LONGLISTED FOR THE BOOKER PRIZE - NAMED ONE OF THE BEST BOOKS OF THE YEAR BY The Independent - The New York Public Library - Library Journal

From the National Book Award-winning and bestselling author of Let the Great World Spin comes an epic novel rooted in the unlikely real-life friendship between two fathers.

Bassam Aramin is Palestinian. Rami Elhanan is Israeli. They inhabit a world of conflict that colors every aspect of their lives, from the roads they are allowed to drive on to the schools their children attend to the checkpoints, both physical and emotional, they must negotiate.

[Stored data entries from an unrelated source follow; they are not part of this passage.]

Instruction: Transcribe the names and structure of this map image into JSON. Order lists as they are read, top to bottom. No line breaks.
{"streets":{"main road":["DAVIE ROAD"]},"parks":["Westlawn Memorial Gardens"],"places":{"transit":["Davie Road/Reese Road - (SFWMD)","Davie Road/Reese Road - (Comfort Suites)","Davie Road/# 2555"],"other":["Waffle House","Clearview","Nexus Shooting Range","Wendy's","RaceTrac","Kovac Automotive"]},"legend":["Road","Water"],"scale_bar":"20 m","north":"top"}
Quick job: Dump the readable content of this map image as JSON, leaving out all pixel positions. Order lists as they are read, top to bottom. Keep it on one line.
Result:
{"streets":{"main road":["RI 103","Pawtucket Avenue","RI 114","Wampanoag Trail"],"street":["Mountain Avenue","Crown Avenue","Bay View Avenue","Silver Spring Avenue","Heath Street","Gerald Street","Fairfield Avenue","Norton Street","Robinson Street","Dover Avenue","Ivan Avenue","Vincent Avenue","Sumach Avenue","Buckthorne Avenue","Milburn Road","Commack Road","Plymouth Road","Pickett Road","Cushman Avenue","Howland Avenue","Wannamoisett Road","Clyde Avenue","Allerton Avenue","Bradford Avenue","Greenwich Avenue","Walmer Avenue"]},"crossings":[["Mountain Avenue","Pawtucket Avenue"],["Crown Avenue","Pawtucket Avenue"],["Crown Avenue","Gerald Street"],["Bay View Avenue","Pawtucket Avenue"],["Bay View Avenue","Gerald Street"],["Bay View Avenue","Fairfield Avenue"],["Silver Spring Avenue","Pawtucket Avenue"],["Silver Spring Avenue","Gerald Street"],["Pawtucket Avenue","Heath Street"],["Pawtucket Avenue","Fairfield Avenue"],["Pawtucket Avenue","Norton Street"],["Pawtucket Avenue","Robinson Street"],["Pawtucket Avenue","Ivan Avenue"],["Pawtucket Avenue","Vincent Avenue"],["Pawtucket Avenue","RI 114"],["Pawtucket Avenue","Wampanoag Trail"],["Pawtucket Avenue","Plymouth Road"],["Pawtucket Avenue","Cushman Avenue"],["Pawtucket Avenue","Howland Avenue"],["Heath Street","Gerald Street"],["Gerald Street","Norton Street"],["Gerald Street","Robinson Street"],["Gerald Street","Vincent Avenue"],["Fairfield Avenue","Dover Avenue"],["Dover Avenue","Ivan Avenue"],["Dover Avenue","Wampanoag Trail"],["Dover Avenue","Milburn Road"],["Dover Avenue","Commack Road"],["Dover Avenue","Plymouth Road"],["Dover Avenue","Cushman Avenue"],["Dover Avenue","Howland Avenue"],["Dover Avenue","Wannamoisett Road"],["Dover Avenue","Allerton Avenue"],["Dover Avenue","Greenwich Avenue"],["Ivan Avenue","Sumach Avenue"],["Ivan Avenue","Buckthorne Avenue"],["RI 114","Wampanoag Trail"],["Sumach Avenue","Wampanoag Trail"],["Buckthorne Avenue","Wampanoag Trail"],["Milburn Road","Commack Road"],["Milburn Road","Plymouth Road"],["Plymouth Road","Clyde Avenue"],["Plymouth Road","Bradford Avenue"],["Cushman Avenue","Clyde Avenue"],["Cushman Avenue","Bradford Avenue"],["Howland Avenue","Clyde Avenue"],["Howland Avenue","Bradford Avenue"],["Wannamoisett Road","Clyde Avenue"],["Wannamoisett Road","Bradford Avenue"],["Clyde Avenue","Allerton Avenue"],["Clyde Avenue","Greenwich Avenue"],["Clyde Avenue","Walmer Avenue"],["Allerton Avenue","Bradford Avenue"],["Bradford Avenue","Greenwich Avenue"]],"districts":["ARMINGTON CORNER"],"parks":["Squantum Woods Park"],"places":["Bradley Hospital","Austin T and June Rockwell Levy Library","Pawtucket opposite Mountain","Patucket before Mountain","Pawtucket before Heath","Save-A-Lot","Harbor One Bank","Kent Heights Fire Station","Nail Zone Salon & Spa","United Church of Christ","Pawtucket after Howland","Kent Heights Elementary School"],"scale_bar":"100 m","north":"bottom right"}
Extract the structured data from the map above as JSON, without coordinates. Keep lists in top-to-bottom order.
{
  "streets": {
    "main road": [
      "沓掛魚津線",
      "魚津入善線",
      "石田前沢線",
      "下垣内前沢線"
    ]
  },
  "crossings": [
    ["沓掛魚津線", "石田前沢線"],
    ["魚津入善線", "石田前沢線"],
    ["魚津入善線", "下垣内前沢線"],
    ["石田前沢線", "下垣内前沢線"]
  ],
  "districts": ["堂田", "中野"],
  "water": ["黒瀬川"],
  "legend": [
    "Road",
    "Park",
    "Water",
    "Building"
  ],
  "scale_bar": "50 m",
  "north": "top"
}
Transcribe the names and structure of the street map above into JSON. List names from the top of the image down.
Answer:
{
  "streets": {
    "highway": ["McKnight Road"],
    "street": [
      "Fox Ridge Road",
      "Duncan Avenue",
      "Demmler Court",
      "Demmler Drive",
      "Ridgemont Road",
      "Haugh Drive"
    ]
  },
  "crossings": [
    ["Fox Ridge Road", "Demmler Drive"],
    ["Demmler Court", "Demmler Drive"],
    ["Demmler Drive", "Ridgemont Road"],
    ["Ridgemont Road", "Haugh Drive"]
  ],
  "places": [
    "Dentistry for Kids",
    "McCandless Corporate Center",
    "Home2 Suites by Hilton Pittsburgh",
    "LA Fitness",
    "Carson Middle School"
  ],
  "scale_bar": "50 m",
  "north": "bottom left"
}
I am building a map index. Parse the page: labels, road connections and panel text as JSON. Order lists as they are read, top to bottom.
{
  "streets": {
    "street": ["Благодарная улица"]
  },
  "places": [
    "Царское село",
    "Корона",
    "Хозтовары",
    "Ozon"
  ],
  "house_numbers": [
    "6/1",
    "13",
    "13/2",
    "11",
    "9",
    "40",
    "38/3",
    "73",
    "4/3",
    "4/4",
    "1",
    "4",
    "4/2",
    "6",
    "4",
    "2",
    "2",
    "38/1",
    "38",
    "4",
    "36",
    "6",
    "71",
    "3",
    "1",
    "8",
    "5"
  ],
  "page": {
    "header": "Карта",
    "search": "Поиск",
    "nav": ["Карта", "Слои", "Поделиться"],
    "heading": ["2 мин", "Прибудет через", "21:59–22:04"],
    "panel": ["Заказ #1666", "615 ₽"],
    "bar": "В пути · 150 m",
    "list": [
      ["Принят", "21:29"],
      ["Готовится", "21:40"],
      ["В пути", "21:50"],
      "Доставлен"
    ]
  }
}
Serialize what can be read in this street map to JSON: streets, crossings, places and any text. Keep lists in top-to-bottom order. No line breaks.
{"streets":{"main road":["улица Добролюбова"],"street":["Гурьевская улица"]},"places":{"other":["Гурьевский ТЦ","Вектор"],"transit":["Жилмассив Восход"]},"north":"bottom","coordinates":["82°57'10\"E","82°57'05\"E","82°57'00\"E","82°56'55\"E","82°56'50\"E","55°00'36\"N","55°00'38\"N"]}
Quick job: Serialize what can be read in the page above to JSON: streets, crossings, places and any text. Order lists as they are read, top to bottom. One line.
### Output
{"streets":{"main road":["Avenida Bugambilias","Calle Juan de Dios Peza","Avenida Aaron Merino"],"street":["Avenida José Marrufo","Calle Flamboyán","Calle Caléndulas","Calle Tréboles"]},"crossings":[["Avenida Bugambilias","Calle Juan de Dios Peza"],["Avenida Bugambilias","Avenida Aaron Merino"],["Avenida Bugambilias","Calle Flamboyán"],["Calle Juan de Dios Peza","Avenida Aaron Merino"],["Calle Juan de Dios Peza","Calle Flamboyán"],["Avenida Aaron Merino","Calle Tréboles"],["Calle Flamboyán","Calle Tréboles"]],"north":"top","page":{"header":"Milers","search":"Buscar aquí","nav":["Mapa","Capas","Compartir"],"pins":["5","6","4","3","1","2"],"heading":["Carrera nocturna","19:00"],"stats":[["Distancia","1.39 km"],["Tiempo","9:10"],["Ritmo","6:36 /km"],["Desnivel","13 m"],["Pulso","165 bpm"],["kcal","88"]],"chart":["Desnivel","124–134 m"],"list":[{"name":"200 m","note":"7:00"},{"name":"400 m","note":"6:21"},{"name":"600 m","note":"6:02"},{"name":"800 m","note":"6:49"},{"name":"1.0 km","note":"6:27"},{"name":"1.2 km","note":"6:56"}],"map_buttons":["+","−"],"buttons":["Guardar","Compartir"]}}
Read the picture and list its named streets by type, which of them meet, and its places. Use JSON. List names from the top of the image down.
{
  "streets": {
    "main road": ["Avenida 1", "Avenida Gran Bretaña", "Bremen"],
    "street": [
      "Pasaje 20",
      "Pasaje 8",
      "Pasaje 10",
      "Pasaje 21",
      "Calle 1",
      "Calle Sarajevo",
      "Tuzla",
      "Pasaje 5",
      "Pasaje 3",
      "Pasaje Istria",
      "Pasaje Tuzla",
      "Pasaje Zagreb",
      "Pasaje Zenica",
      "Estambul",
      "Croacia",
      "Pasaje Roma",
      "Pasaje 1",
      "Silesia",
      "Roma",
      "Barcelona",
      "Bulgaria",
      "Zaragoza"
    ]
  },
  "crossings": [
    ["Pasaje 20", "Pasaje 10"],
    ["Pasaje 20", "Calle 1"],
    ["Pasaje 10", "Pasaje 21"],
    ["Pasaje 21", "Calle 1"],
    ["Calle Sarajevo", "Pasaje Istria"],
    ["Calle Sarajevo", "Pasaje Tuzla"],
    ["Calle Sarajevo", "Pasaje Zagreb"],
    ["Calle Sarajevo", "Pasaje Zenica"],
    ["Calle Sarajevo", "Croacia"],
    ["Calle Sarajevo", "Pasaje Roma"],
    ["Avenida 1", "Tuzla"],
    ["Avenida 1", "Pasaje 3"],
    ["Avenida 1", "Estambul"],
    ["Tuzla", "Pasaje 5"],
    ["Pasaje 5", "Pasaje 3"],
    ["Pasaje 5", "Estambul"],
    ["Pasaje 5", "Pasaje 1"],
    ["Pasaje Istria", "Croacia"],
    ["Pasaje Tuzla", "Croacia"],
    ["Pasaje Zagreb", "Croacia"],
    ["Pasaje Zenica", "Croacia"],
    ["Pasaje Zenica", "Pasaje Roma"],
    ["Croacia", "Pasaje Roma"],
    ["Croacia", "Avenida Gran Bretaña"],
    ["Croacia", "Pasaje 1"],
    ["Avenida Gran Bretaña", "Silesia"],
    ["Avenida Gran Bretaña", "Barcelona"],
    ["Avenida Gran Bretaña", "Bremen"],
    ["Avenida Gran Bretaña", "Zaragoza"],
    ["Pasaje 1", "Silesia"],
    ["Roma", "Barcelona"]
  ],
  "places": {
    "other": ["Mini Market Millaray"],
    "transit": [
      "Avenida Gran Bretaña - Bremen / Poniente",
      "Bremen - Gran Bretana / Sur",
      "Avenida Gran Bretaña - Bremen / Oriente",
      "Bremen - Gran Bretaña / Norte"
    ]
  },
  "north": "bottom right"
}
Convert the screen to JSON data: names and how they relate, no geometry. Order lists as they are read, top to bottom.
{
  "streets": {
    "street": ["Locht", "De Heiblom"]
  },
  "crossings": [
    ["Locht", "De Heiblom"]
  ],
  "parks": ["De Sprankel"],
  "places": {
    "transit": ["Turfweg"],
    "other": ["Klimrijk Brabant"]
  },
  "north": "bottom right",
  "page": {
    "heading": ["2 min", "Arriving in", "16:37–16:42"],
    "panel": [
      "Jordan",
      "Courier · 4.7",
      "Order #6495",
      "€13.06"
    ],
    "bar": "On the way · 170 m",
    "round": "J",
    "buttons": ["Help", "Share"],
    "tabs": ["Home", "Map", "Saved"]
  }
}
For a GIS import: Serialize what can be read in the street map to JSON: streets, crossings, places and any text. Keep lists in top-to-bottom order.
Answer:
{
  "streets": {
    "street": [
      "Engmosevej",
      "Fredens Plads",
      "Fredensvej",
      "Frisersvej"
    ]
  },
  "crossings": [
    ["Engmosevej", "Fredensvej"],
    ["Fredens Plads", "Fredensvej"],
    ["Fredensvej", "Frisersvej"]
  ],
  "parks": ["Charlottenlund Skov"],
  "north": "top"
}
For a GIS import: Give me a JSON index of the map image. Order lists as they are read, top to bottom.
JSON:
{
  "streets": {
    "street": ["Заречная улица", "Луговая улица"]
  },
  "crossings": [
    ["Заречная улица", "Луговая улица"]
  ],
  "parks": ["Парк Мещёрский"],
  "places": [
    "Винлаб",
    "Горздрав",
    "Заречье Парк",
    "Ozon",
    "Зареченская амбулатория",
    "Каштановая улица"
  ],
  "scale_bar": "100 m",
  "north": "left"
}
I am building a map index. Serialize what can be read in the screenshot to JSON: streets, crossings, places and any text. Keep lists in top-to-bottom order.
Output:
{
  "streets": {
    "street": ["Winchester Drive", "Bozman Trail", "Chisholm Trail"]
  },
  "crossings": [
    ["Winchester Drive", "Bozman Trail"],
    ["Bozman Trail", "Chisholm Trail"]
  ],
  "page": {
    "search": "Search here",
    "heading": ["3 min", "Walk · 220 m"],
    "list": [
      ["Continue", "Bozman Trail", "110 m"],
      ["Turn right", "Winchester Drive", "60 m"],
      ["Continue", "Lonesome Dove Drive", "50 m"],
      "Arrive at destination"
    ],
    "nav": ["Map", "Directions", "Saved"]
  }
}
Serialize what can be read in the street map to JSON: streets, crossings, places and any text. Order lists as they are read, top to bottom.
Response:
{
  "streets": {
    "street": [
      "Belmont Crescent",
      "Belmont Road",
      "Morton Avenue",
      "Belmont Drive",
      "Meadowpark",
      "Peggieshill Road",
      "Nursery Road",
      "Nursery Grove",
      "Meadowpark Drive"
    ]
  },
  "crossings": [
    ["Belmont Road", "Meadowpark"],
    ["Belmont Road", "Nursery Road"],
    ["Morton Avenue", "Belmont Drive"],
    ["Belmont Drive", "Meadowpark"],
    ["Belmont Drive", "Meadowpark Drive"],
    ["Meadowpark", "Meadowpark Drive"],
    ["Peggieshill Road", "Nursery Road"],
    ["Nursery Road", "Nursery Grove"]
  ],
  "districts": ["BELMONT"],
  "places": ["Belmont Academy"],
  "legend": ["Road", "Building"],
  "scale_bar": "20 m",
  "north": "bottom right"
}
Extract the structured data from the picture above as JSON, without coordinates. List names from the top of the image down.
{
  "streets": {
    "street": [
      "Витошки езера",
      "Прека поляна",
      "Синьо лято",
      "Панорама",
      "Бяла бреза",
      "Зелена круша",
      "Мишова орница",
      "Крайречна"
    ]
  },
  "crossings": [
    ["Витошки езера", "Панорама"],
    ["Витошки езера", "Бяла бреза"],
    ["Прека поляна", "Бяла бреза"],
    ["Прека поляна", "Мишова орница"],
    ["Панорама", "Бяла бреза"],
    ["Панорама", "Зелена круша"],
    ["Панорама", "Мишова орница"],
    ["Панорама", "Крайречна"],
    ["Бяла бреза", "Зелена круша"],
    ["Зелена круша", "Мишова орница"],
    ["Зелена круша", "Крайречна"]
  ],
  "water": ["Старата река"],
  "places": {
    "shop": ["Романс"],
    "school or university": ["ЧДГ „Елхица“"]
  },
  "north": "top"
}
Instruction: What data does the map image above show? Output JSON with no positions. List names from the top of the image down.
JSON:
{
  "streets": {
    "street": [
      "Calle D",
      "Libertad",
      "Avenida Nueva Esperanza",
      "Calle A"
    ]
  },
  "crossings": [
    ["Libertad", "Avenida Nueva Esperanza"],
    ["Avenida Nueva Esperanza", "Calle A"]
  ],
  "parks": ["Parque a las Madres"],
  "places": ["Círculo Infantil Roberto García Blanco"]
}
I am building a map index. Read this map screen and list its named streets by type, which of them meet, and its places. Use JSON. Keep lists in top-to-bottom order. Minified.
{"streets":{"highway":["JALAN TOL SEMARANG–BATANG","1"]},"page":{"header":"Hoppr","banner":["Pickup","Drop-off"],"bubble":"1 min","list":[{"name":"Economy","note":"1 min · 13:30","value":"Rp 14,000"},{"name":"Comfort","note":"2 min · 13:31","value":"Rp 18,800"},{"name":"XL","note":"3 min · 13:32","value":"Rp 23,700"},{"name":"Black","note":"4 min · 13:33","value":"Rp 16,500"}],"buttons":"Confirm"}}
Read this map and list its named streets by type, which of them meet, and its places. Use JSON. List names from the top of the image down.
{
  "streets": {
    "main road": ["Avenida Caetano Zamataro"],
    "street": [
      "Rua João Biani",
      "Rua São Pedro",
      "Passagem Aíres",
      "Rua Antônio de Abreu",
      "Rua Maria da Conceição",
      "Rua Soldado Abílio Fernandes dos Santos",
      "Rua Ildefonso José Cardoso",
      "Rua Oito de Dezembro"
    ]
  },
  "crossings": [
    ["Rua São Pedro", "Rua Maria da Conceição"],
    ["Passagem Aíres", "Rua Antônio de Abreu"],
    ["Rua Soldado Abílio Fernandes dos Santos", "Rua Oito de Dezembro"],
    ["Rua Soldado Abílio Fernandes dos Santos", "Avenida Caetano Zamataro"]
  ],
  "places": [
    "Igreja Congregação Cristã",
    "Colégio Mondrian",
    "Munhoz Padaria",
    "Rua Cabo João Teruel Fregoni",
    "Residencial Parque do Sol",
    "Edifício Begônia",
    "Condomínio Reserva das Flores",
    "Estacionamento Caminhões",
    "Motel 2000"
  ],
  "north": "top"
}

But their lives, however circumscribed, are upended one after the other: first, Rami's thirteen-year-old daughter, Smadar, becomes the victim of suicide bombers; a decade later, Bassam's ten-year-old daughter, Abir, is killed by a rubber bullet. Rami and Bassam had been raised to hate one another. And yet, when they learn of each other's stories, they recognize the loss that connects them. Together they attempt to use their grief as a weapon for peace--and with their one small act, start to permeate what has for generations seemed an impermeable conflict.

This extraordinary novel is the fruit of a seed planted when the novelist Colum McCann met the real Bassam and Rami on a trip with the non-profit organization Narrative 4. McCann was moved by their willingness to share their stories with the world, by their hope that if they could see themselves in one another, perhaps others could too.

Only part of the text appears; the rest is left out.